9. A ingratidão
é um dos frutos mais diretos do egoísmo. Revolta sempre os corações honestos.
Mas, a dos filhos para com os pais apresenta caráter ainda mais odioso. É, em
particular, desse ponto de vista que a vamos considerar, para lhe analisar as
causas e os efeitos. Também nesse caso, como em todos os outros, o Espiritismo
projeta luz sobre um dos grandes problemas do coração humano.
Quando deixa a
Terra, o Espírito leva consigo as paixões ou as virtudes inerentes à sua
natureza e se aperfeiçoa no espaço, ou permanece estacionário, até que deseje
receber a luz. Muitos, portanto, se vão cheios de ódios violentos e de
insaciados desejos de vingança; a alguns dentre eles, porém, mais adiantados do
que os outros, é dado entrevejam uma partícula da verdade; apreciam então as
funestas conseqüências de suas paixões e são induzidos a tomar resoluções boas.
Compreendem que, para chegarem a Deus, uma só é a senha: caridade. Ora, não há
caridade sem esquecimento dos ultrajes e das injúrias; não há caridade sem perdão,
nem com o coração tomado de ódio.
Então, mediante
inaudito esforço, conseguem tais Espíritos observar os a quem eles odiaram na
Terra. Ao vê-los, porém, a animosidade se lhes desperta no íntimo; revoltam-se
à idéia de perdoar, e, ainda mais, à de abdicarem de si mesmos, sobretudo à de
amarem os que lhes destruíram, quiçá, os haveres, a honra, a família.
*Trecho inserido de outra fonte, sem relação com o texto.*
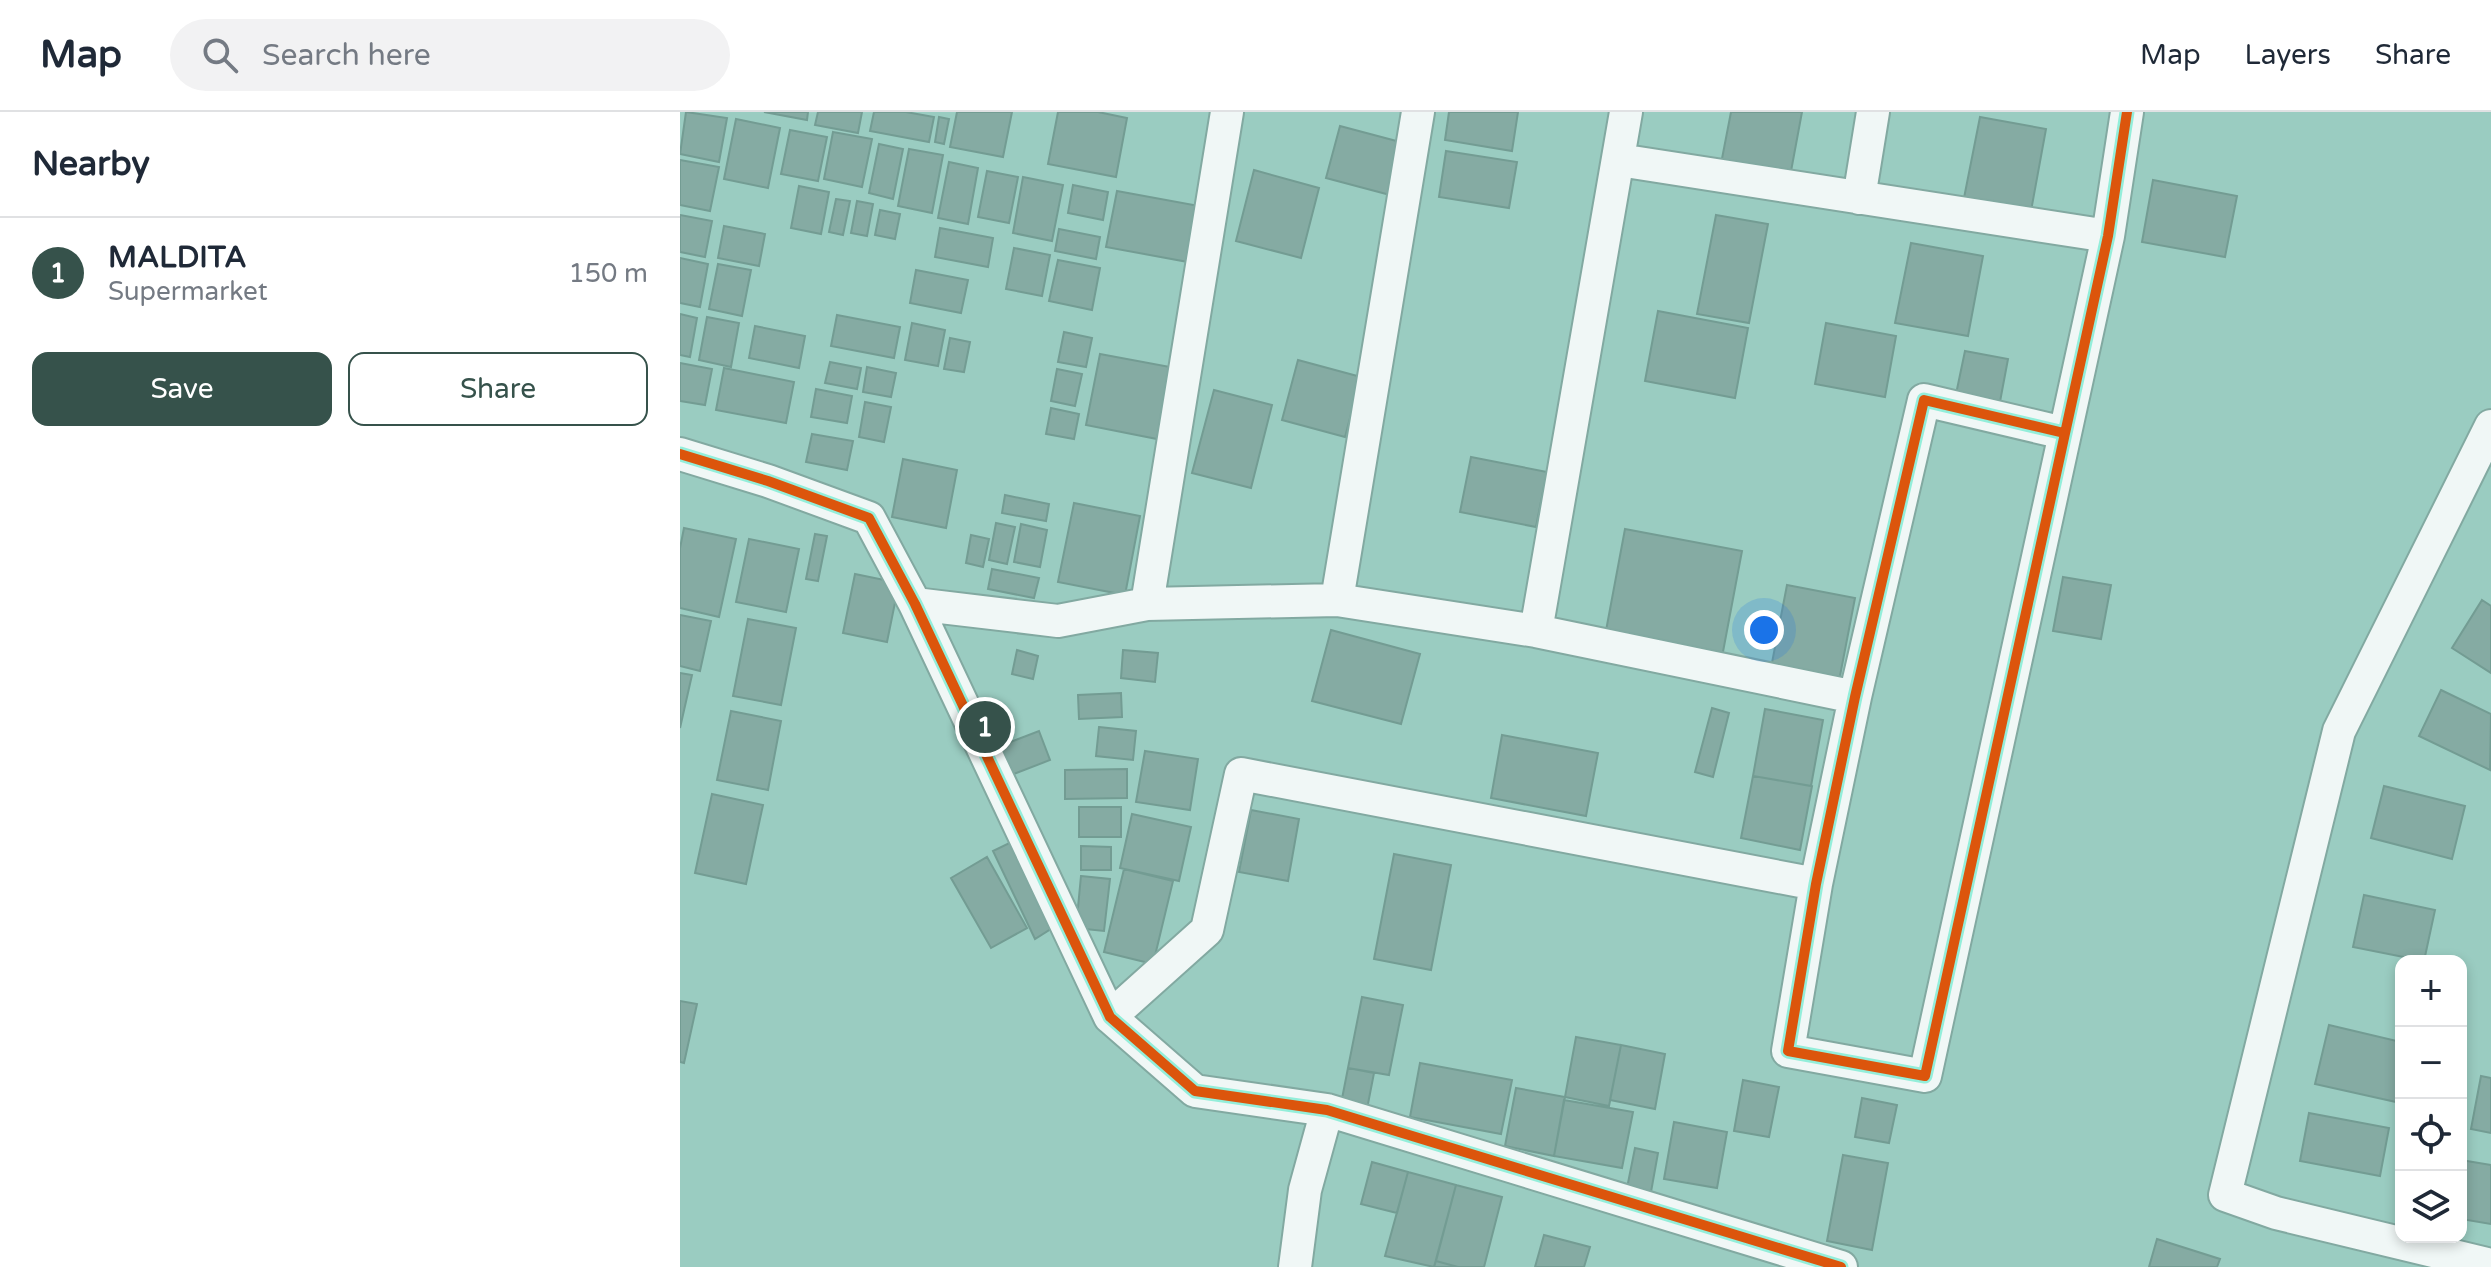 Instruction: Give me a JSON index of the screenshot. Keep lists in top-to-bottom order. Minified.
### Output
{"page":{"header":"Map","search":"Search here","nav":["Map","Layers","Share"],"heading":"Nearby","list":[{"mark":"1","name":"MALDITA","note":"Supermarket","value":"150 m"}],"buttons":["Save","Share"],"pins":"1","map_buttons":["+","−"]}}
Entretanto, abalado fica o coração desses infelizes. Eles hesitam, vacilam,
agitados por sentimentos contrários. Se predomina a boa resolução, oram a Deus,
imploram aos bons Espíritos que lhes dêem forças, no momento mais decisivo da
prova.
Por fim após
anos de meditações e preces, o Espírito se aproveita de um corpo em preparo na
família daquele a quem detestou, e pede aos Espíritos incumbidos de transmitir
as ordens superiores permissão para ir preencher na Terra os destinos daquele
corpo que acaba de formar-se. Qual será o seu procedimento na família
escolhida? Dependerá da sua maior ou menor persistência nas boas resoluções que
tomou. O incessante contacto com seres a quem odiou constitui prova terrível,
sob a qual não raro sucumbe, se não tem ainda bastante forte a vontade. Assim,
conforme prevaleça ou não a resolução boa, ele será o amigo ou inimigo daqueles
entre os quais foi chamado a viver. É como se explicam esses ódios, essas
repulsões instintivas que se notam da parte de certas crianças e que parecem
injustificáveis. Nada, com efeito, naquela existência há podido provocar
semelhante antipatia; para se lhe apreender a causa, necessário se torna volver
o olhar ao passado.
Ó espíritas!
Compreendei agora o grande papel da Humanidade; compreendei que, quando
produzis um corpo, a alma que nele encarna vem do espaço para progredir;
inteirai-vos dos vossos deveres e ponde todo o vosso amor em aproximar de Deus
essa alma; tal a missão que vos está confiada e cuja recompensa recebereis, se
fielmente a cumprirdes. Os vossos cuidados e a educação que lhe dareis
auxiliarão o seu aperfeiçoamento e o seu bem-estar futuro. Lembrai-vos de que a
cada pai e a cada mãe perguntará Deus: Que fizestes do filho confiado à vossa
guarda? Se por culpa vossa ele se conservou atrasado, tereis como castigo vê-lo
entre os Espíritos sofredores, quando de vós dependia que fosse ditoso. Então,
vós mesmos, assediados de remorsos, pedireis vos seja concedido reparar a vossa
falta; solicitareis, para vós e para ele, outra encarnação em que o cerqueis de
melhores cuidados e em que ele, cheio de reconhecimento, vos retribuirá com o
seu amor.
Não escorraceis,
pois, a criancinha que repele sua mãe, nem a que vos paga com a ingratidão; não
foi o acaso que a fez assim e que vo-la deu. Imperfeita intuição do passado se
revela, do qual podeis deduzir que um ou outro já odiou muito, ou foi muito
ofendido; que um ou outro veio para perdoar ou para expiar. Mães! Abraçai o
filho que vos dá desgostos e dizei convosco mesmas: Um de nós dois é culpado.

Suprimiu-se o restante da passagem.